### Problem requirements
Which of the lines below include the word "linecap"? Pull each one out.

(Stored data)
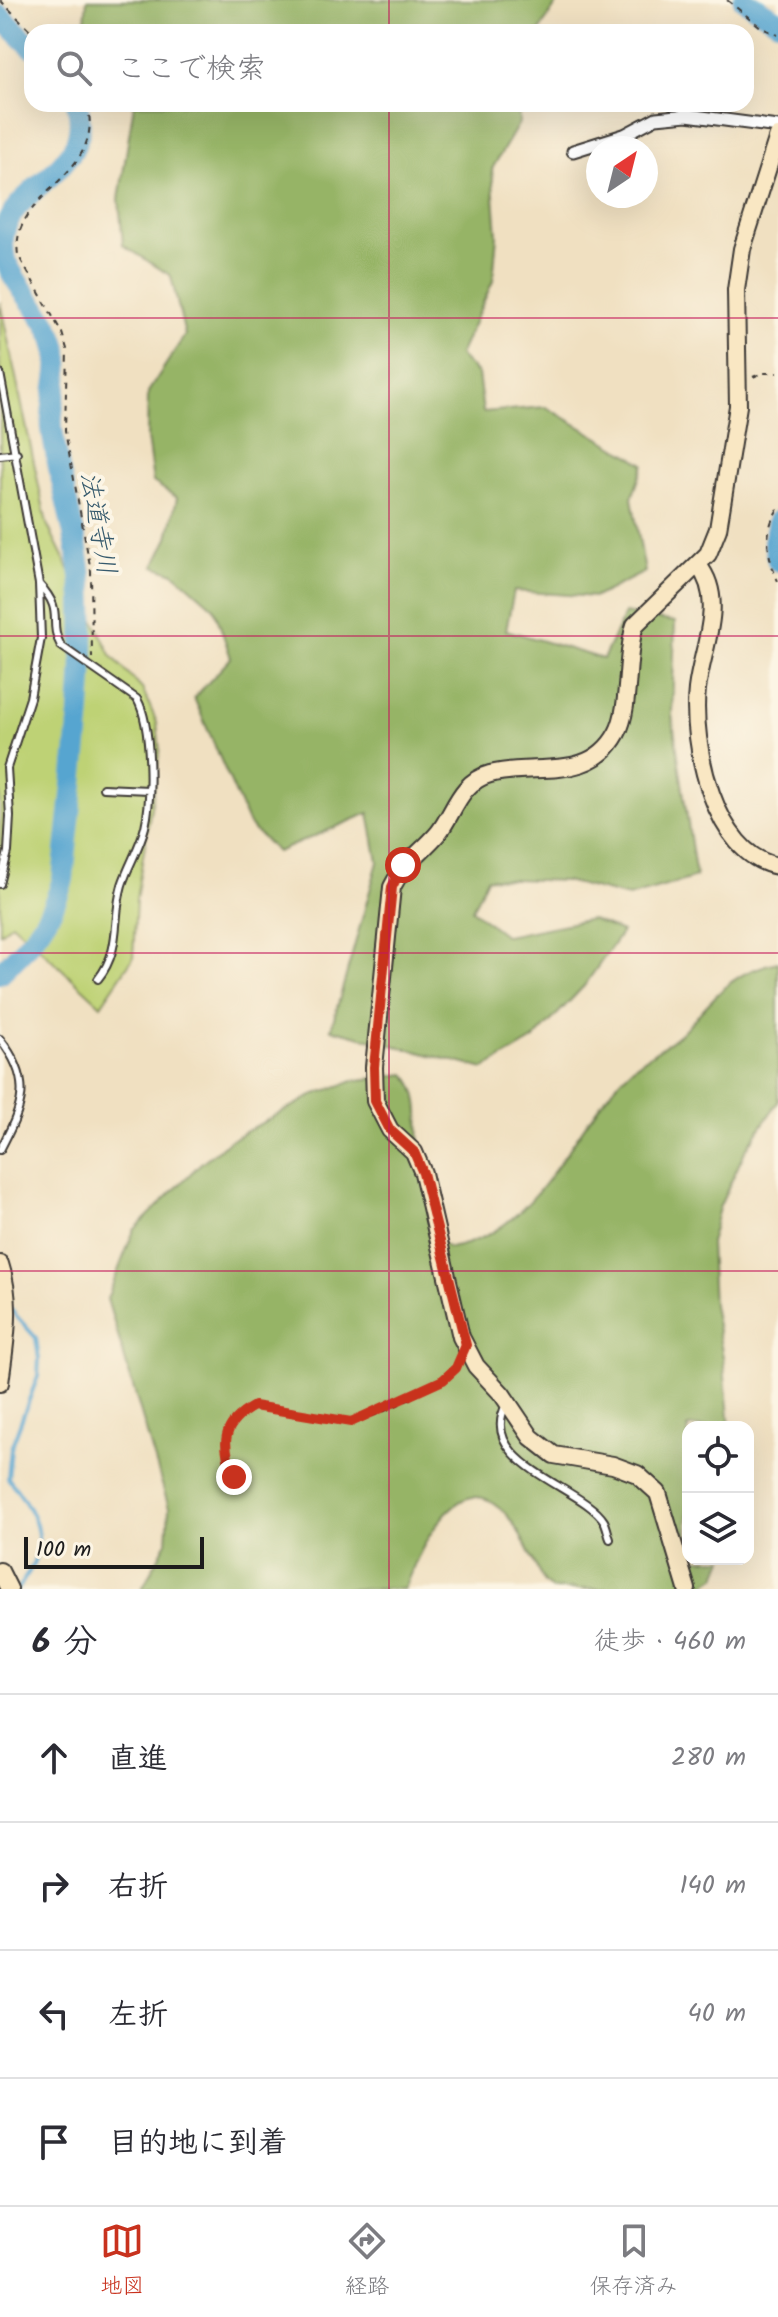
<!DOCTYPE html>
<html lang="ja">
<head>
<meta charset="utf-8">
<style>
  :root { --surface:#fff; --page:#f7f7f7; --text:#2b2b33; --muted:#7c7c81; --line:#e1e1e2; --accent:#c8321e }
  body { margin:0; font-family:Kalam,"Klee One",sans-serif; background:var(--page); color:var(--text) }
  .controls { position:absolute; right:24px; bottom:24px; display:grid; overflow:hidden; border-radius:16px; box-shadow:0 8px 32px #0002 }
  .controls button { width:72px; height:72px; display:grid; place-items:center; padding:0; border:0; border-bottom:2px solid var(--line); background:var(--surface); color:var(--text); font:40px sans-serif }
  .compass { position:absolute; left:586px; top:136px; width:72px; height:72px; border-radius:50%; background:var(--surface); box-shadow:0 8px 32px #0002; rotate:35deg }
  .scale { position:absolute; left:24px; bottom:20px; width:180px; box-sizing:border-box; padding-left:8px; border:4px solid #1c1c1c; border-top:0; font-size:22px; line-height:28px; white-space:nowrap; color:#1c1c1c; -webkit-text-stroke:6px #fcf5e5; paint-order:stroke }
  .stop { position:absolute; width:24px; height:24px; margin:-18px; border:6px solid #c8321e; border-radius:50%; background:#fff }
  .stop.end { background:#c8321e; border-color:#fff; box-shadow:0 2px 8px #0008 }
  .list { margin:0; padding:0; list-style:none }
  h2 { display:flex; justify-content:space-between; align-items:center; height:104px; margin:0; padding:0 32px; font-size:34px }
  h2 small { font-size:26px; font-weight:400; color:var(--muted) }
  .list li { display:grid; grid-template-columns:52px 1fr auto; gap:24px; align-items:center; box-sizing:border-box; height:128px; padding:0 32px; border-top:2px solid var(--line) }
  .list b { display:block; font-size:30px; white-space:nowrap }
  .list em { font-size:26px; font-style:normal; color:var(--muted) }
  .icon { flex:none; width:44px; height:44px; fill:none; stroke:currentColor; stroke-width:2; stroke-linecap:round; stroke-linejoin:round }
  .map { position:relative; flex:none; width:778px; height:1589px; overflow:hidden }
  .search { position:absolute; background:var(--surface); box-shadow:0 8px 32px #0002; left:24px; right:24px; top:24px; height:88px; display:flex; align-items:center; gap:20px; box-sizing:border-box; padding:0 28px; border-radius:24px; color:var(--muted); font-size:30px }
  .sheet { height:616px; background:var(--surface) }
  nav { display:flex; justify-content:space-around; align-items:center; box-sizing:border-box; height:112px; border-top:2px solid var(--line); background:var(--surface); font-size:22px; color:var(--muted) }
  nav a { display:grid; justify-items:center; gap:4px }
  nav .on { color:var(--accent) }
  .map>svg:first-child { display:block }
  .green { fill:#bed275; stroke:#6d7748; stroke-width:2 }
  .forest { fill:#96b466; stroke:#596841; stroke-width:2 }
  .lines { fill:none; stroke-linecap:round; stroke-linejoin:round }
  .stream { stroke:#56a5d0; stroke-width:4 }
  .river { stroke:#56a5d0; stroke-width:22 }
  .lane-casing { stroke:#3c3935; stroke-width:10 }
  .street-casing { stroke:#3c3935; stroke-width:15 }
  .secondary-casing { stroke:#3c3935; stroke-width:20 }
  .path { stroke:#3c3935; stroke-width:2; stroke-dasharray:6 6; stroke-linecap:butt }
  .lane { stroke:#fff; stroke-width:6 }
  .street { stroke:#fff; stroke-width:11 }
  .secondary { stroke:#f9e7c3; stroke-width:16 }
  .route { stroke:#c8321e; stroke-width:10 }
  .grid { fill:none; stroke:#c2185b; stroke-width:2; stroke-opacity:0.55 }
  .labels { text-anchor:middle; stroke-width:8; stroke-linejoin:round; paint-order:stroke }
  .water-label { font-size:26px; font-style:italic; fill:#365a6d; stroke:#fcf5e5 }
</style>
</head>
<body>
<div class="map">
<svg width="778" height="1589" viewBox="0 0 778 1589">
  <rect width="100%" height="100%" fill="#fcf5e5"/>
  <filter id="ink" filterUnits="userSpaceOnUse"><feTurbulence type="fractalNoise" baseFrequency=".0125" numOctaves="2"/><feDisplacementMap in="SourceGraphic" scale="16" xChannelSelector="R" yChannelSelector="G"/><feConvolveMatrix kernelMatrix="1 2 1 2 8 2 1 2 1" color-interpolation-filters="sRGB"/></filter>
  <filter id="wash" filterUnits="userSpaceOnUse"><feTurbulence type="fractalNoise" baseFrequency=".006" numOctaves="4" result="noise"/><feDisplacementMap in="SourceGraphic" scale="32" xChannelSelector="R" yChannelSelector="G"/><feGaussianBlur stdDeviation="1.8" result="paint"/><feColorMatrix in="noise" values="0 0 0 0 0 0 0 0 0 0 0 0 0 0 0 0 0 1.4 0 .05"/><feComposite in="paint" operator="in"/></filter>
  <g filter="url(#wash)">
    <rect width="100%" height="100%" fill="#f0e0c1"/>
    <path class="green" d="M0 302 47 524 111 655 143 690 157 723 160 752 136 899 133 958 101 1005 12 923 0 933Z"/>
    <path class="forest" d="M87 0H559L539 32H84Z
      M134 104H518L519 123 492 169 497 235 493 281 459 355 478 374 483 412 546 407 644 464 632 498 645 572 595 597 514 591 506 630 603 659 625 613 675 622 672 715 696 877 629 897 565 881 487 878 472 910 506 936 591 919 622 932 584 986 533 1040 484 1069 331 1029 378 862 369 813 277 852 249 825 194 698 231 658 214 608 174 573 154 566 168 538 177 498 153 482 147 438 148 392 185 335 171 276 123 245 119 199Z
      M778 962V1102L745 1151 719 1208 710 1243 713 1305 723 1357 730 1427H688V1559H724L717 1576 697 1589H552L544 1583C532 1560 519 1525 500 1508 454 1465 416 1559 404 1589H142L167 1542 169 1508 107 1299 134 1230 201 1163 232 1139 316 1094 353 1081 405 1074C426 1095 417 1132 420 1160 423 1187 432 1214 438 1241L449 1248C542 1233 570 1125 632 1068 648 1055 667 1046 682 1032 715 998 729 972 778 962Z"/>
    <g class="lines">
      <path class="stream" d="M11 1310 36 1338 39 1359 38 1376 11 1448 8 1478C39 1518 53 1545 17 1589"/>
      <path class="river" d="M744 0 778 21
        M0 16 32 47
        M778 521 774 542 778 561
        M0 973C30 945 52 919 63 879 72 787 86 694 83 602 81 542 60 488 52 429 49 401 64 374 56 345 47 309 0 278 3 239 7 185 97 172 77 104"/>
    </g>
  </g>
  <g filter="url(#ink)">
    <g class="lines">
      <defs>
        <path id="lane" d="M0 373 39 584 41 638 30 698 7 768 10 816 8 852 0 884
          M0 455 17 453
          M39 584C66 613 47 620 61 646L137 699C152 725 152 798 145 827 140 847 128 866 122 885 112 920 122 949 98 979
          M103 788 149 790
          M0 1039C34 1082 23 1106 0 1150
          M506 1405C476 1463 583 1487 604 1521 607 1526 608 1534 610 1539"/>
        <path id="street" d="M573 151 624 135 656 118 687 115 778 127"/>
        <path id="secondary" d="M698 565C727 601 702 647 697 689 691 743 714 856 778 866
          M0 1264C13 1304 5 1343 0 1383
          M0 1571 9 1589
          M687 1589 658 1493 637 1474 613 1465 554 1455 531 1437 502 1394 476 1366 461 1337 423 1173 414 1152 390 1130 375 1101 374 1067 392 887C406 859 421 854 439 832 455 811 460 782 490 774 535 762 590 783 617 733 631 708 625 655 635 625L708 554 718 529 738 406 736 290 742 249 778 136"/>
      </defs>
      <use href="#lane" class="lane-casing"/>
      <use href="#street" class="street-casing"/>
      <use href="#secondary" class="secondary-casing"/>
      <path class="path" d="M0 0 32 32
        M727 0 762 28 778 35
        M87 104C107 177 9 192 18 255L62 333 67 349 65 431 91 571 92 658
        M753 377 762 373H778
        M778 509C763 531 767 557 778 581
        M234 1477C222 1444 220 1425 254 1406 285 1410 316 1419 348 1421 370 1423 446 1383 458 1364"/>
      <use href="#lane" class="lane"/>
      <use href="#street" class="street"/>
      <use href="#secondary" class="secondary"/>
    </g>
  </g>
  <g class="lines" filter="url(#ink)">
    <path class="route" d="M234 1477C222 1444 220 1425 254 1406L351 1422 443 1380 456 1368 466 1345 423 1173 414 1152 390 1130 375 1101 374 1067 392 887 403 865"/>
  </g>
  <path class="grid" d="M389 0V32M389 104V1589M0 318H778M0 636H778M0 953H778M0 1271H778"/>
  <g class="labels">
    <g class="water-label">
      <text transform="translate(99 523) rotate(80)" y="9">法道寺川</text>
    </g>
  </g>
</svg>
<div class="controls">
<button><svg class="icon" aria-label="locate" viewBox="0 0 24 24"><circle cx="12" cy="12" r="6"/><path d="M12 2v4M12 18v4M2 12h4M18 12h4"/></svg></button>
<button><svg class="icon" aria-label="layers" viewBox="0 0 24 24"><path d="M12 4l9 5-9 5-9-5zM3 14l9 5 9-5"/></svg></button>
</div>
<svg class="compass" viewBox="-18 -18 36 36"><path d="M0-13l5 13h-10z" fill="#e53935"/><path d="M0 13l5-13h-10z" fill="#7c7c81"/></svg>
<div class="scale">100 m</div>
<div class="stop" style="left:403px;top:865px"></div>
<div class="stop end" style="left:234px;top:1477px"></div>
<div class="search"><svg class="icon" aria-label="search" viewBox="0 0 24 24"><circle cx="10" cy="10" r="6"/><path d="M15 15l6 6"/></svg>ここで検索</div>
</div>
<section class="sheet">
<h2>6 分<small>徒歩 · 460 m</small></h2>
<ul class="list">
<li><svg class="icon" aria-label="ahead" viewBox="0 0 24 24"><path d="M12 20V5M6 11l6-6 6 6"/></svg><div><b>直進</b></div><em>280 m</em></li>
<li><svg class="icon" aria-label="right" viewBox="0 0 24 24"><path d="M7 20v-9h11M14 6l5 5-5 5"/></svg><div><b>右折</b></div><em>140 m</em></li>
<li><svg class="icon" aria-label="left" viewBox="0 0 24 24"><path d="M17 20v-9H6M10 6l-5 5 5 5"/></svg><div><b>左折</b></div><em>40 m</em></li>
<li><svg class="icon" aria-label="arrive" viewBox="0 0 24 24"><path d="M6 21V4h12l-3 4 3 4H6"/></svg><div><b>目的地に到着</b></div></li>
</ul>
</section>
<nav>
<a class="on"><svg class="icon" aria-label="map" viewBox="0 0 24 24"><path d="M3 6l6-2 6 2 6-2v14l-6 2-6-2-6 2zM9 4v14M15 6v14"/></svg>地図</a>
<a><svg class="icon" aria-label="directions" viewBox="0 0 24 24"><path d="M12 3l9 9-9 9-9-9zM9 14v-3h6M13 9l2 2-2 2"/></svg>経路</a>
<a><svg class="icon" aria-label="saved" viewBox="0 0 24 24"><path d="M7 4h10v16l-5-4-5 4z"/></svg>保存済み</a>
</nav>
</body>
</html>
...
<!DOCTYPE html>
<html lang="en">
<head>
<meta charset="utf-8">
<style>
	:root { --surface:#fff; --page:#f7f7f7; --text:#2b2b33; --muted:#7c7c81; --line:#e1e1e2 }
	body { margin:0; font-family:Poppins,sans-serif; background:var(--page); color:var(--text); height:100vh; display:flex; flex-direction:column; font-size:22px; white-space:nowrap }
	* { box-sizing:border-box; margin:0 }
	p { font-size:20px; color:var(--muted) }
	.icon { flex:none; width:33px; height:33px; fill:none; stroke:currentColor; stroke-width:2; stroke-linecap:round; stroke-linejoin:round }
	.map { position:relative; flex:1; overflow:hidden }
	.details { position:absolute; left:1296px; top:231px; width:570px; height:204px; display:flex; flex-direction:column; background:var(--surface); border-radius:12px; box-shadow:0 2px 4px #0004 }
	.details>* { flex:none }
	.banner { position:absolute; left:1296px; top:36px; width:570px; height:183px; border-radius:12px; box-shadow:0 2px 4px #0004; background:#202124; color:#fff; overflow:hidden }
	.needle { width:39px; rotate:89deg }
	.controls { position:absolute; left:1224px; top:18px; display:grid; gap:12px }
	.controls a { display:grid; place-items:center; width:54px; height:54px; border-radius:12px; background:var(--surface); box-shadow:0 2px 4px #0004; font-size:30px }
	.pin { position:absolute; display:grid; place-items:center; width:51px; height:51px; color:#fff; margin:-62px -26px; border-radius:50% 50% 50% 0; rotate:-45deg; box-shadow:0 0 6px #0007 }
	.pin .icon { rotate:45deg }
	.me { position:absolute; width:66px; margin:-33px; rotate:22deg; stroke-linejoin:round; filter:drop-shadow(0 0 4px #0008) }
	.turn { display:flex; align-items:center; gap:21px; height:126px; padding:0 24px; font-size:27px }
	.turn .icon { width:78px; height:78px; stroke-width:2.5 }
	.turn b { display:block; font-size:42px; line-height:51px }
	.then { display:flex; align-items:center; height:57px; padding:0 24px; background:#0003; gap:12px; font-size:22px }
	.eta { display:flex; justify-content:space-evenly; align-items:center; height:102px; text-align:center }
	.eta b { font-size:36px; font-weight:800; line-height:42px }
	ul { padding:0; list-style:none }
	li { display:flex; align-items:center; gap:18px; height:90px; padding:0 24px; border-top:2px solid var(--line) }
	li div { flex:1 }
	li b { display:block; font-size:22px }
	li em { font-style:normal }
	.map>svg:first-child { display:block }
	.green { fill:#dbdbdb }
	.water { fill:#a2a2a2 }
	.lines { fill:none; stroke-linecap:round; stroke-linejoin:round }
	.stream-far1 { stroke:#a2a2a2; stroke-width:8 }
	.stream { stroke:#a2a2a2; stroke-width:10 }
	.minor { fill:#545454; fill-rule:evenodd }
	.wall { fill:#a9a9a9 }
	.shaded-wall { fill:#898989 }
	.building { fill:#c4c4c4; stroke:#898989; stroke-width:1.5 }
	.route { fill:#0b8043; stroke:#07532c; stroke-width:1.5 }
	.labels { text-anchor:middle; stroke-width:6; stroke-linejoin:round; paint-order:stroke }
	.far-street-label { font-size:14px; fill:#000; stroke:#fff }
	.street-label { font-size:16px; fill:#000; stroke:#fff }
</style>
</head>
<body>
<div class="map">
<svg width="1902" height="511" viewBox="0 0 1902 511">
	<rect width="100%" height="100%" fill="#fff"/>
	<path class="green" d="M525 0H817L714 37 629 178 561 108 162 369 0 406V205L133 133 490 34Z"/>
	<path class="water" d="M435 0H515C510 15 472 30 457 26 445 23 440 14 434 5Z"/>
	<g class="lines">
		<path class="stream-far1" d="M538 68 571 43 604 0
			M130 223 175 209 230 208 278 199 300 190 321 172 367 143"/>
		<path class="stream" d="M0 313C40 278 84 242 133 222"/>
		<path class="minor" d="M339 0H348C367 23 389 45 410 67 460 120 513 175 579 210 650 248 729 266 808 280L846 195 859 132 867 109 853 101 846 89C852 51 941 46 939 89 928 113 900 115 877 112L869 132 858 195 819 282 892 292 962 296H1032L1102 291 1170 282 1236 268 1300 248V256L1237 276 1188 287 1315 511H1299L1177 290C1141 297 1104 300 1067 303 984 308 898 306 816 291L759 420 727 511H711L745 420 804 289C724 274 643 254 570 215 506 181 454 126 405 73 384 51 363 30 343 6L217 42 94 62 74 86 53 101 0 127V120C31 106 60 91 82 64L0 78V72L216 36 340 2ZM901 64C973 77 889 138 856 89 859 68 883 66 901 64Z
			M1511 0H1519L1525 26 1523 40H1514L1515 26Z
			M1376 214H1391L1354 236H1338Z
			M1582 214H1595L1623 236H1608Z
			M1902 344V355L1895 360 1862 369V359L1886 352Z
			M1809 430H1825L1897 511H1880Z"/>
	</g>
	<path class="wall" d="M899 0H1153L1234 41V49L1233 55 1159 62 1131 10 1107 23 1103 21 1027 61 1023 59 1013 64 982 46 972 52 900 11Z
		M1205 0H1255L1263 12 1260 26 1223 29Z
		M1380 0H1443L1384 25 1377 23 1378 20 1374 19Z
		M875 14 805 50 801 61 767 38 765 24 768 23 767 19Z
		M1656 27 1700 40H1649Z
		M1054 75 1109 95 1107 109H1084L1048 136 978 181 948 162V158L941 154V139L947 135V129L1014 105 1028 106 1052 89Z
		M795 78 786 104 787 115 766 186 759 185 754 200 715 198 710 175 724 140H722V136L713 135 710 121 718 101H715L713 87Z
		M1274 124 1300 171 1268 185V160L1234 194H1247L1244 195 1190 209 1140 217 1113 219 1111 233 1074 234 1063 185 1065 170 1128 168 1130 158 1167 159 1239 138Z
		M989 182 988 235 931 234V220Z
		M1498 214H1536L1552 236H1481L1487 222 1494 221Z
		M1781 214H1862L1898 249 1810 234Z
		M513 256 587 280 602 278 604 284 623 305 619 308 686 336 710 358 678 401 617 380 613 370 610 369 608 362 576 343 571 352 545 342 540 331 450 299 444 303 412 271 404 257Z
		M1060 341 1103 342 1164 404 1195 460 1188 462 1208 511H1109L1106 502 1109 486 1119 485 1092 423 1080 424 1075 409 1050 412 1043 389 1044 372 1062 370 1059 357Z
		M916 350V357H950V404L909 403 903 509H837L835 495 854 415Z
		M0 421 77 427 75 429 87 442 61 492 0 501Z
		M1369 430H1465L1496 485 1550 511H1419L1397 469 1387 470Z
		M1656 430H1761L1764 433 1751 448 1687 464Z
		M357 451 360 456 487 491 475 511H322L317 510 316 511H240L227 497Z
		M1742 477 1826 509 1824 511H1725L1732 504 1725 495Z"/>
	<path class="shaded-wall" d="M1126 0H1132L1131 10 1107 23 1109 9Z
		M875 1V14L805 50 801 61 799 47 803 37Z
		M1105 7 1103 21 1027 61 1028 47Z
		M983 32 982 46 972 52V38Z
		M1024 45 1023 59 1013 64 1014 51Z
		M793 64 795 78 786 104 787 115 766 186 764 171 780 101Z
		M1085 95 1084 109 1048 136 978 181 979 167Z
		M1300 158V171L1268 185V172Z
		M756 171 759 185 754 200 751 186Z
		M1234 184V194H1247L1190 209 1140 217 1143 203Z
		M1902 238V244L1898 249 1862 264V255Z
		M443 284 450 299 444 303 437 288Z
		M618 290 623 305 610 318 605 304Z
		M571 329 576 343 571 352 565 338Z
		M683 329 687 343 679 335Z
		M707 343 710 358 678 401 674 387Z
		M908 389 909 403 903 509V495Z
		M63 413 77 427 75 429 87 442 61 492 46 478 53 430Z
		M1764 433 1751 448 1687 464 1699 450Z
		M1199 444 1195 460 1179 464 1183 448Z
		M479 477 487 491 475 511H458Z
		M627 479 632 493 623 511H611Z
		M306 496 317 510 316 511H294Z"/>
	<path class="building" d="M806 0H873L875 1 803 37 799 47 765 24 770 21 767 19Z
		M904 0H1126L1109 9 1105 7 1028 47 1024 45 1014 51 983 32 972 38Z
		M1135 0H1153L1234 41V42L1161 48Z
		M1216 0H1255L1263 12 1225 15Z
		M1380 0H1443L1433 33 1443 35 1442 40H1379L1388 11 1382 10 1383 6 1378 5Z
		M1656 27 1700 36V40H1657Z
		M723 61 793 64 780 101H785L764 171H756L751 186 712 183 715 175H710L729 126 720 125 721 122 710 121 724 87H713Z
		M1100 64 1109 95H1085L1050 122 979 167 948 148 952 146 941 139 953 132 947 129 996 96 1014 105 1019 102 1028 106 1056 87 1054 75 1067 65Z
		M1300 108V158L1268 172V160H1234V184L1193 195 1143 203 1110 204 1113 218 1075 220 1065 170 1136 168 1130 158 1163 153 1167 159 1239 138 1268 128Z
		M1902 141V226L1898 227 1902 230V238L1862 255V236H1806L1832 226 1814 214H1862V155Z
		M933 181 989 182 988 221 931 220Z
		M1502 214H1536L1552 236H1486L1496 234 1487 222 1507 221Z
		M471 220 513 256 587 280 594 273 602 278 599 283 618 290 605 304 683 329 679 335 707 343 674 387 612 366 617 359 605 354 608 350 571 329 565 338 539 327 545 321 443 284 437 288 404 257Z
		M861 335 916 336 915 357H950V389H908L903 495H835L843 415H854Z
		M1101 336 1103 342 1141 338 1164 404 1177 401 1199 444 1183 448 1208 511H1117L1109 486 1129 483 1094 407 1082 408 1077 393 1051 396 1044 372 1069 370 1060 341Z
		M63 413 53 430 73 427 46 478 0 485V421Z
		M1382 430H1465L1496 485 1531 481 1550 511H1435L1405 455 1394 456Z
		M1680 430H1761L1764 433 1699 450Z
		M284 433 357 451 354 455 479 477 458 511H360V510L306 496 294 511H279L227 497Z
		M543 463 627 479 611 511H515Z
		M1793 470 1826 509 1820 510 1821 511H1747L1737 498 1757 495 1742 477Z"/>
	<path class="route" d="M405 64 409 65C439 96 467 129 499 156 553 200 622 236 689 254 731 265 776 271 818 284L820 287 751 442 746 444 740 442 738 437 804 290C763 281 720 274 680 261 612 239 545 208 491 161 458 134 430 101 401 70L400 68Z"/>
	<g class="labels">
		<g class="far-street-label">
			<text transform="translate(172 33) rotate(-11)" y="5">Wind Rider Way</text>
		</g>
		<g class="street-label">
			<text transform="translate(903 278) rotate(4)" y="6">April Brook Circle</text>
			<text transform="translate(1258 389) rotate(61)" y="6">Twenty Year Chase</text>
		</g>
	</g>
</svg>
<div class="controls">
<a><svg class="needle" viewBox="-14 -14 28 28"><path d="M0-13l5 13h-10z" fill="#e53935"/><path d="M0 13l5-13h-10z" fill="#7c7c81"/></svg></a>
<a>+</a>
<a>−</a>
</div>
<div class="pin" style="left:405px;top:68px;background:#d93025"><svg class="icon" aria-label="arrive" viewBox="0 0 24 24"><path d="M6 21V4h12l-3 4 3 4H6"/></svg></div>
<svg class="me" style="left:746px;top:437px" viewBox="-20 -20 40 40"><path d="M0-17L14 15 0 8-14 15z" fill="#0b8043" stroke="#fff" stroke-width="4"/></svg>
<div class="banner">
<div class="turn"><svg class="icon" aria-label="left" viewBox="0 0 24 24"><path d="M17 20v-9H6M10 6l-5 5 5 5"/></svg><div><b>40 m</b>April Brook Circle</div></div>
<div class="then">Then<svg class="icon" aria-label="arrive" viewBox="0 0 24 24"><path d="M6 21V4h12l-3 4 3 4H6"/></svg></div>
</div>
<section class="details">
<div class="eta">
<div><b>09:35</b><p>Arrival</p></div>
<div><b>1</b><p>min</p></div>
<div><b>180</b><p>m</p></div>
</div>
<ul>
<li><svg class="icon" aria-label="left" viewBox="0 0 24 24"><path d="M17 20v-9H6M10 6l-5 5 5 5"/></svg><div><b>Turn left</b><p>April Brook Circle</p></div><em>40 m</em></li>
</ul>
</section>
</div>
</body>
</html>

### Solution below
  .icon { flex:none; width:44px; height:44px; fill:none; stroke:currentColor; stroke-width:2; stroke-linecap:round; stroke-linejoin:round }
  .lines { fill:none; stroke-linecap:round; stroke-linejoin:round }
  .path { stroke:#3c3935; stroke-width:2; stroke-dasharray:6 6; stroke-linecap:butt }
	.icon { flex:none; width:33px; height:33px; fill:none; stroke:currentColor; stroke-width:2; stroke-linecap:round; stroke-linejoin:round }
	.lines { fill:none; stroke-linecap:round; stroke-linejoin:round }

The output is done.